After The Walt Disney Company’s acquisition of the then-21st Century Fox (including Star India, now Disney Star) in March 2019 — which has crossed the five-year mark — it set out to eliminate the Fox brand worldwide, replacing it with Star, FX or other brands. The latest example involves an Indian channel: Fox Life, Disney Star’s lifestyle, travel and food channel, which is set to rebrand to Star Life on 13 April 2024 (Saturday) with a new logo and look. The Disney Star website has issued a notice stating that the channel’s SD and HD feeds will be renamed, and its mentions in existing RIO (Reference Interconnect Offer) agreements with TV platforms should now be interpreted using the new name.

This comes after a trademark registration for a new logo with the Star Life name was filed in late 2023 with the Indian government’s Intellectual Property Office. This is the umpteenth time the channel has changed its name — with previous names including The History Channel, Fox History & Entertainment and Fox Traveller, as discussed later below — making it one of India’s most-renamed channels, along with the Hindi news channel Zee Bharat, which had many names before and rebranded from Zee Hindustan on 22 January.

This is the latest of several such rebrands across the world in the past two months (February–March 2024) alone, as several channels named Fox have switched to new names, both Star Channel — as seen in Spain and Portugal — and other names like Dlife in Japan and Now in Turkey. Many Fox Life-branded channels, too, have rebranded to Star Life in 2023–24, including in Portugal, the Balkan countries and the Middle East.

However, they use the common logo scheme of Star Channel that was introduced starting in 2021 in many non-Indian countries, and the Indian Star Life will use a different logo altogether — drastically different from any other logo that Star channels have ever used. (Note that there is an unrelated channel called Star Life in South Africa — where there is a large Indian community — and other sub-Saharan African countries, which was launched in 2018 and airs Hindi serials from Star Plus and Star Bharat with English subtitles.)

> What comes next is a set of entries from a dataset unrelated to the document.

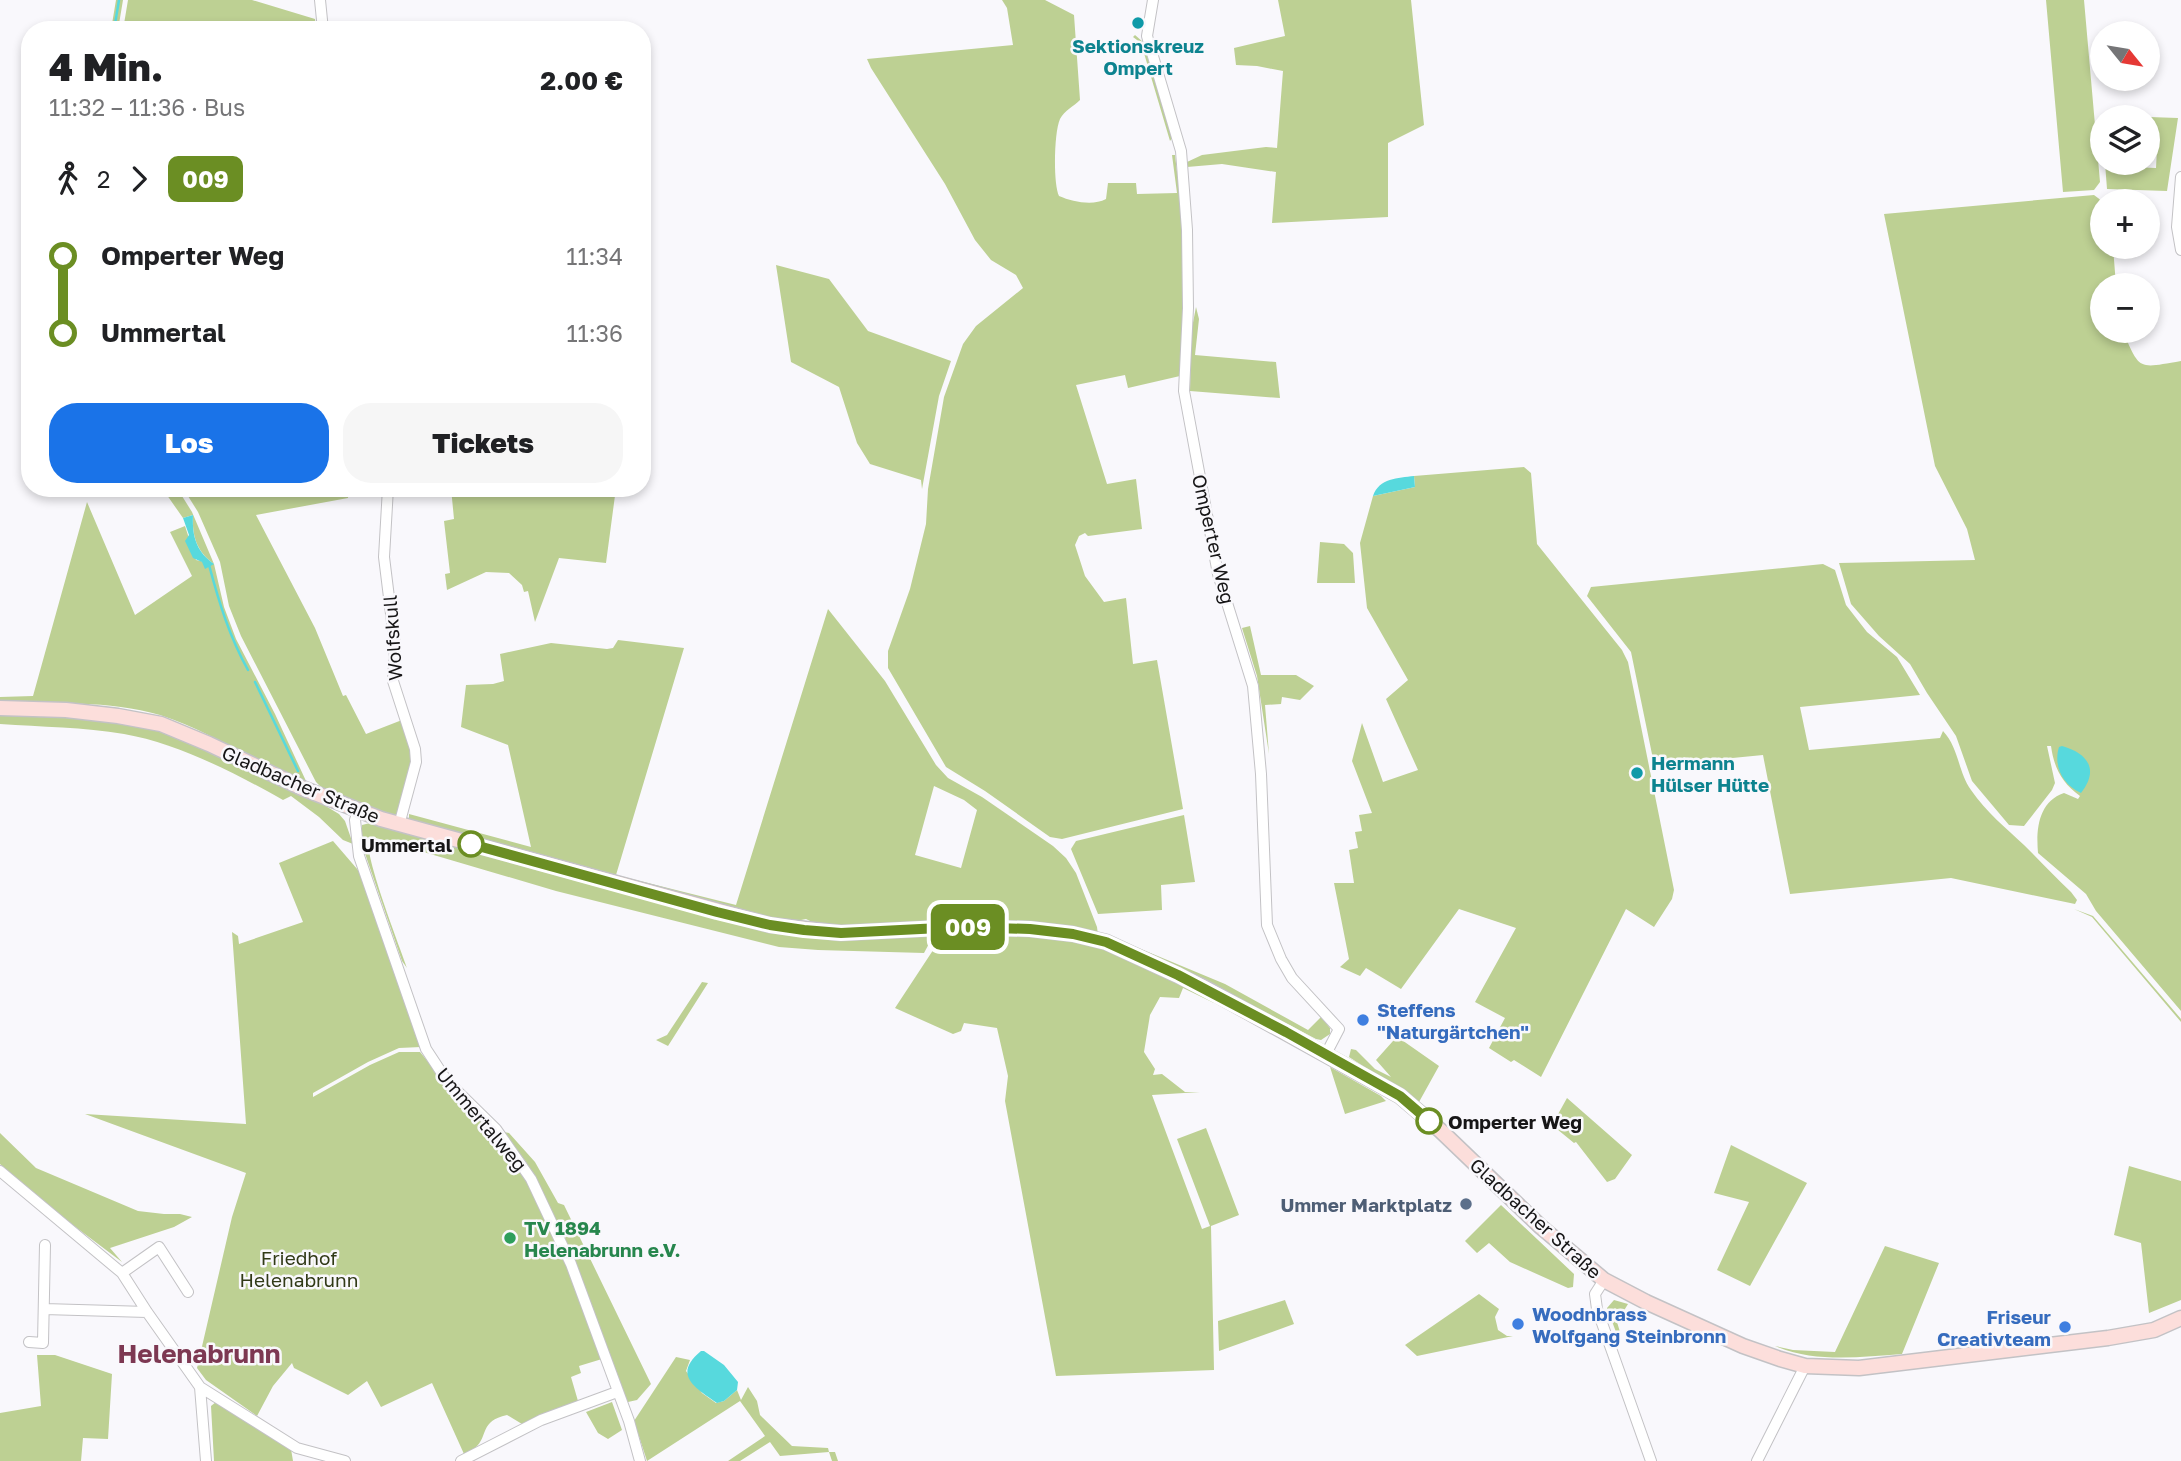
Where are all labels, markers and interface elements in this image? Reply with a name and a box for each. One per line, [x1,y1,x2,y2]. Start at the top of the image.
marker: Sektionskreuz Ompert [1130,15,1146,31]
north arrow [2090,21,2160,91]
map controls [2090,21,2160,343]
place label: Sektionskreuz Ompert [1072,34,1204,79]
text: 4 Min. [49,44,163,89]
text: 2.00 € [540,65,623,96]
text: 11:32 – 11:36 · Bus [49,93,245,121]
button: layers [2090,105,2160,175]
icon: walk [49,160,87,198]
icon: forward [120,160,158,198]
text: 009 [182,164,229,193]
text: 2 [97,165,110,193]
button: + [2090,189,2160,259]
text: Omperter Weg [101,240,284,271]
text: 11:34 [566,242,623,270]
button: − [2090,273,2160,343]
text: Ummertal [101,317,226,348]
text: 11:36 [566,319,623,347]
button: Los [49,403,329,483]
button: Tickets [343,403,623,483]
street label: Omperter Weg [1188,472,1240,606]
street label: Wolfskull [378,594,406,682]
street label: Gladbacher Straße [219,740,383,828]
place label: Hermann Hülser Hütte [1651,751,1769,796]
marker: Hermann Hülser Hütte [1629,765,1645,781]
marker: Ummertal [458,831,484,857]
place label: Ummertal [361,833,452,856]
line badge: 009 [928,904,1008,950]
text: 009 [945,912,991,941]
place label: Steffens "Naturgärtchen" [1377,998,1529,1043]
marker: Steffens "Naturgärtchen" [1355,1012,1371,1028]
street label: Ummertalweg [432,1062,532,1176]
marker: Omperter Weg [1416,1108,1442,1134]
place label: Omperter Weg [1448,1110,1582,1133]
street label: Gladbacher Straße [1466,1153,1606,1283]
place label: Ummer Marktplatz [1281,1193,1452,1216]
marker: Ummer Marktplatz [1458,1196,1474,1212]
place label: TV 1894 Helenabrunn e.V. [524,1216,681,1261]
marker: TV 1894 Helenabrunn e.V. [502,1230,518,1246]
park label: Friedhof Helenabrunn [240,1246,358,1291]
place label: Woodnbrass Wolfgang Steinbronn [1532,1302,1726,1347]
place label: Friseur Creativteam [1937,1305,2052,1350]
marker: Woodnbrass Wolfgang Steinbronn [1510,1316,1526,1332]
marker: Friseur Creativteam [2057,1319,2073,1335]
district label: Helenabrunn [118,1338,280,1369]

The Fox brand finally bowed out from India after a decade and a half

The history of the Indian Fox Life is a highly varied one, as it has undergone among the most renamings of any Indian TV channel. Originally launched by Star on 30 November 2003 as The History Channel to complement National Geographic Channel, it rebranded to Fox History & Entertainment on 22 November 2008, positioned as a history, cultural and documentary channel. This brought the Fox brand to Indian screens for the first time, and it was a highbrow, intellectual channel with thought-provoking programmes, until completely changing direction nearly three years later towards millennial-focused travel.

In 2011 alone — as it transitioned to a lifestyle and travel channel targeting intrepid urban youth — it changed its logo three times: in May it was renamed to Fox History & Traveller, then enlarged the word ‘Traveller’ in its logo in July, and on 30 October 2011 it abandoned ‘History’ from its name altogether and became Fox Traveller. (Also in October 2011, the History brand was reintroduced in India in the form of History TV18 — a partnership between TV18, later acquired by Reliance Industries, and A+E Networks [but not involving Viacom18] — which lasts to the present day.) An HD feed was launched in 2012, initially exclusive to Dish TV before other DTHs added it starting in 2016.

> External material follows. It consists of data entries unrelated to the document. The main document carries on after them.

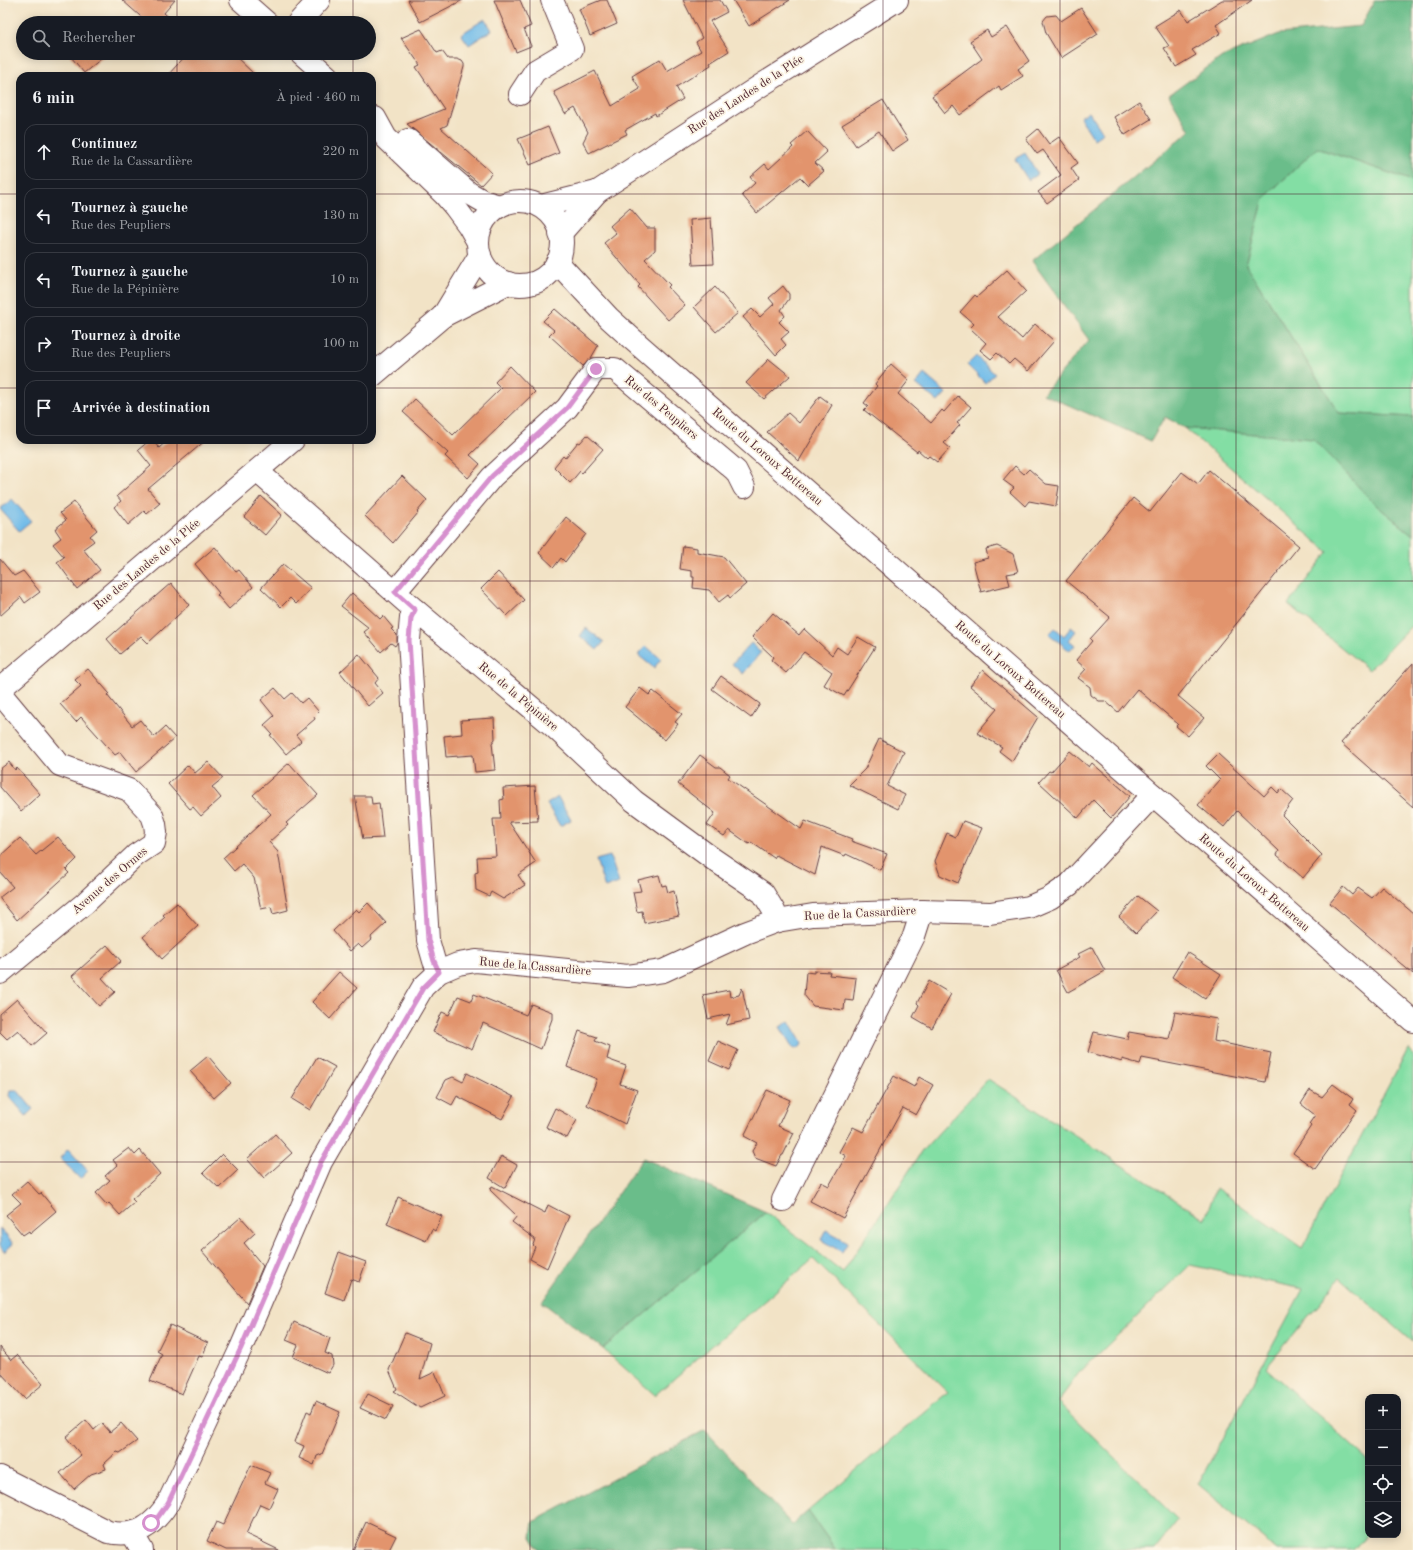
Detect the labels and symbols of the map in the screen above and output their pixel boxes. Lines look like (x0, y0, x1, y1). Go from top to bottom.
street label: Rue des Landes de la Plée (686, 53, 806, 137)
route end (587, 360, 605, 378)
street label: Rue des Peupliers (622, 374, 700, 442)
street label: Route du Loroux Bottereau (710, 406, 825, 508)
street label: Rue des Landes de la Plée (91, 517, 203, 613)
street label: Route du Loroux Bottereau (953, 619, 1068, 721)
street label: Rue de la Pépinière (476, 660, 560, 734)
street label: Route du Loroux Bottereau (1197, 832, 1312, 934)
street label: Avenue des Ormes (70, 845, 150, 917)
street label: Rue de la Cassardière (804, 905, 917, 923)
street label: Rue de la Cassardière (479, 956, 592, 978)
route start (142, 1514, 160, 1532)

Product placement for Fox Traveller featured extensively in the 2013 romantic drama Yeh Jawaani Hai Deewani, as part of its urban, youth-focused nature and programming lineup. The channel underwent yet another renaming on 15 June 2014, when it adopted its present name of Fox Life with a purple and orange graphics package. Its latest graphics change took place on 26 February 2018 — adapted from the now-defunct Southeast Asian version of Fox Life (which replaced Star World there in 2017, and shut down in 2021 along with many other Disney channels) — and this has so far been running for over six years now.

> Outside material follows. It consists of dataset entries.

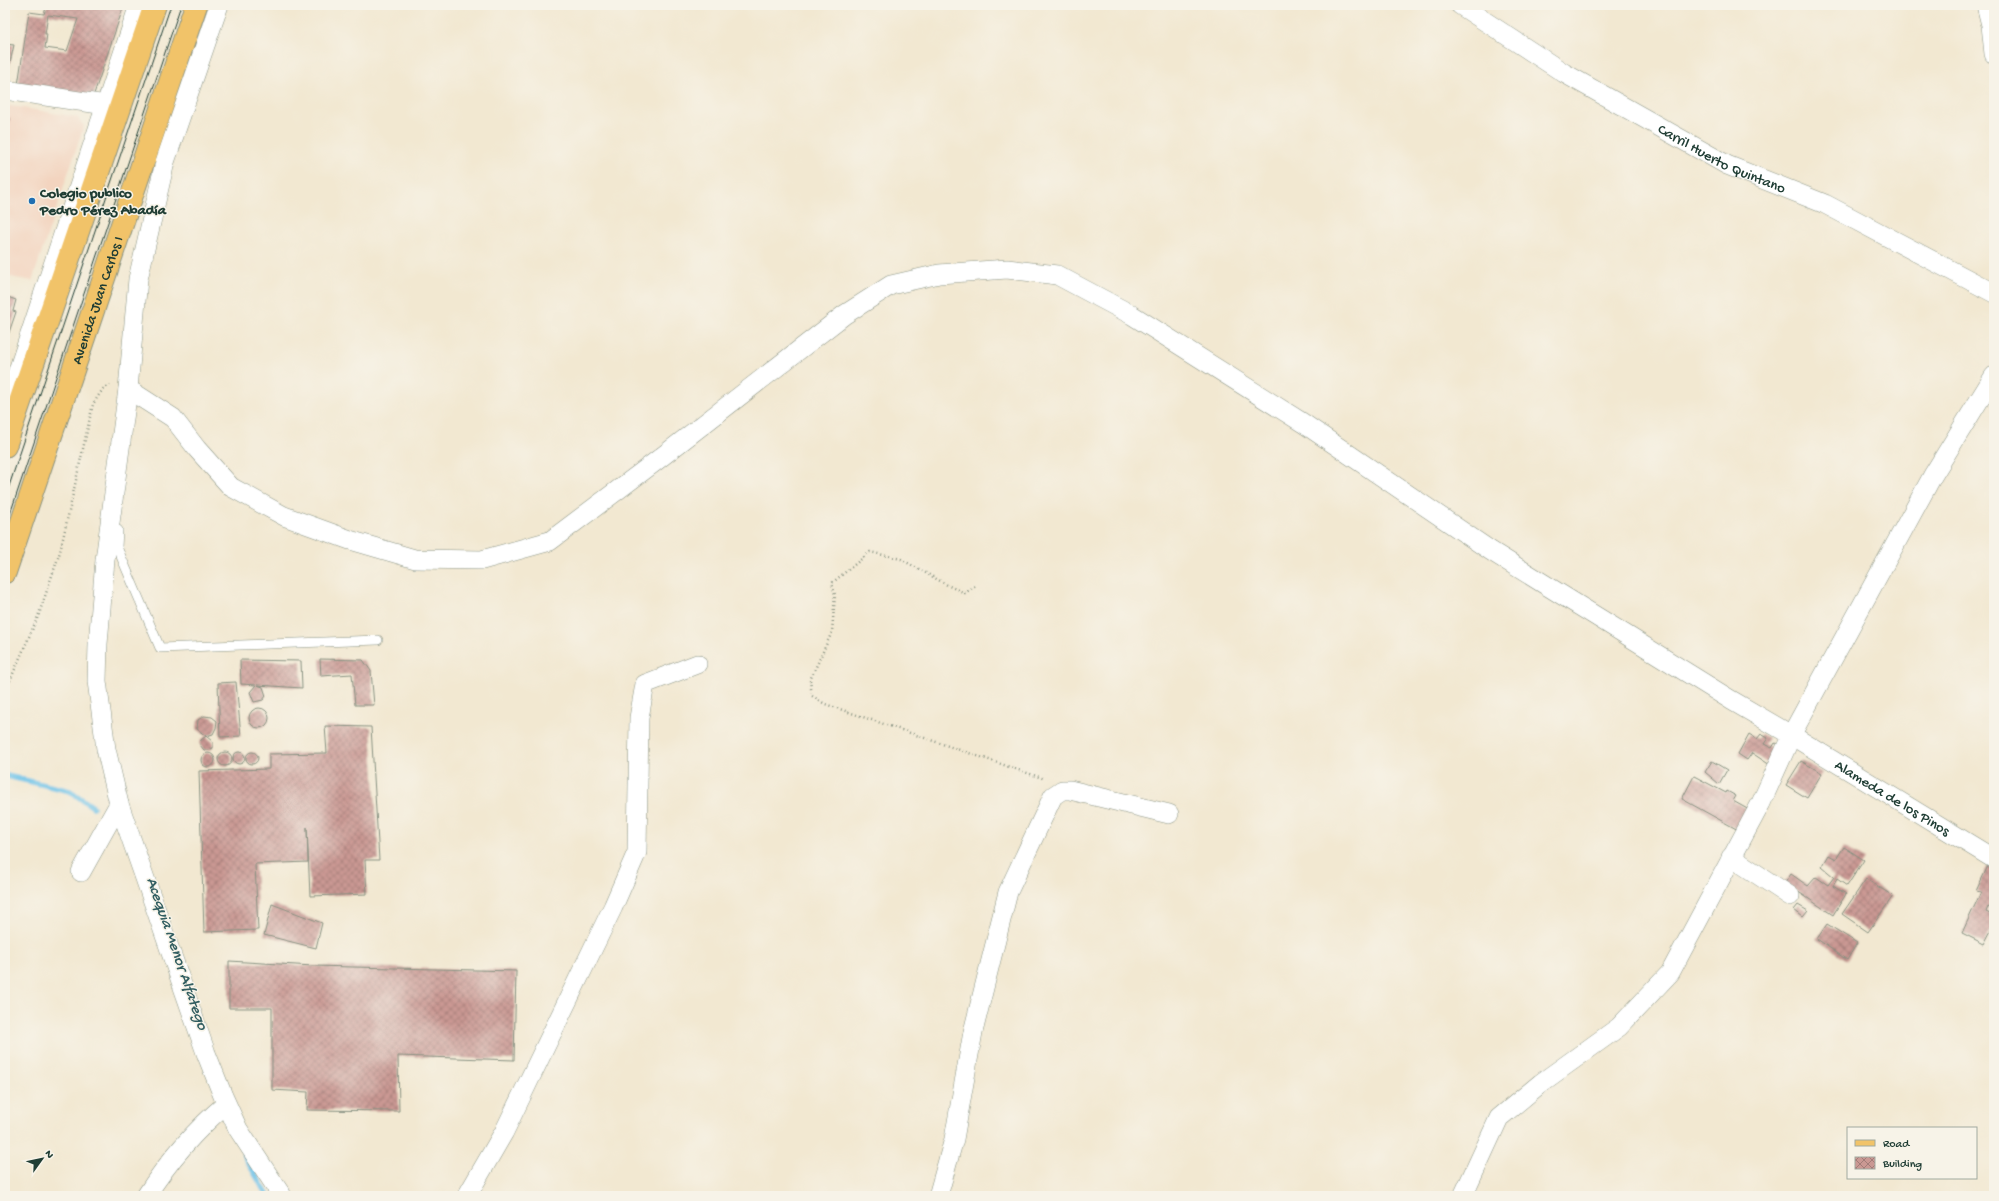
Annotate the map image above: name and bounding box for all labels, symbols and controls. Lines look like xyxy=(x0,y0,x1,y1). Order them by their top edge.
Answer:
street label: Carril Huerto Quintano xyxy=(1654,121,1788,198)
place label: Colegio publico Pedro Pérez Abadía xyxy=(39,185,167,220)
marker: Colegio publico Pedro Pérez Abadía xyxy=(27,196,37,206)
street label: Avenida Juan Carlos I xyxy=(69,234,128,367)
street label: Alameda de los Pinos xyxy=(1831,757,1953,841)
water label: Acequia Menor Alfatego xyxy=(141,875,211,1034)
legend xyxy=(1847,1127,1977,1179)
text: Road xyxy=(1883,1138,1910,1152)
north arrow xyxy=(22,1139,62,1179)
text: N xyxy=(42,1148,56,1161)
text: Building xyxy=(1882,1158,1922,1172)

Fox Life Brand and Logo History

Since July 2017, Fox Life has been the only Fox-branded channel left in India after the closure of the English entertainment channel FX in both SD and HD versions. FX was launched in SD in 2010 and in HD in 2015, complementing Star World and Star World Premiere HD as Star’s English GECs. (The Star World channels closed down in March 2023, along with the launches and shutdowns of several other Disney Star channels.) Before then, there were some other Fox-branded channels in India, namely Fox Crime (English GEC, 2010–2015) and Fox Action Movies (English movies, 2012–2013), which was renamed to Star Movies Action in 2013 and shut down along with FX in 2017. Now India will become the latest country to abandon the Fox brand after similar rebrandings worldwide.

The new Star Life logo is a departure from the typical format used since 2010

Especially noteworthy is the fact that the new Star Life logo has a very different structure compared to other Star-branded channels not only in India but worldwide. The iconic Star symbol is placed to the left of the new ‘StarLife’ wordmark so that the logo fits in a horizontal line, like the existing Fox Life logo. This is nothing like Disney’s other Star-branded channels globally, both the ones using the Indian logo structure and otherwise, as the below image explains.

Star Life’s new logo is in great contrast to almost all other Star-branded Indian channels today, consisting of a colourful Star symbol and the name of the channel below. This format was introduced by Star Plus in its ‘Rishta Wahi, Soch Nayi’ rebrand in 2010 — replacing the previous structure used throughout the 2000s, with the logo in a rounded rectangle — and extended to almost all other Indian Star channels. (The only exceptions are the Star Movies-branded and the now-defunct Star World-branded channels, but even Star Movies and Star Movies Select have filed a new logo trademark like Star Life, representing their first rebrand in many years — a whopping 15-year gap for Star Movies, which last rebranded in 2009!)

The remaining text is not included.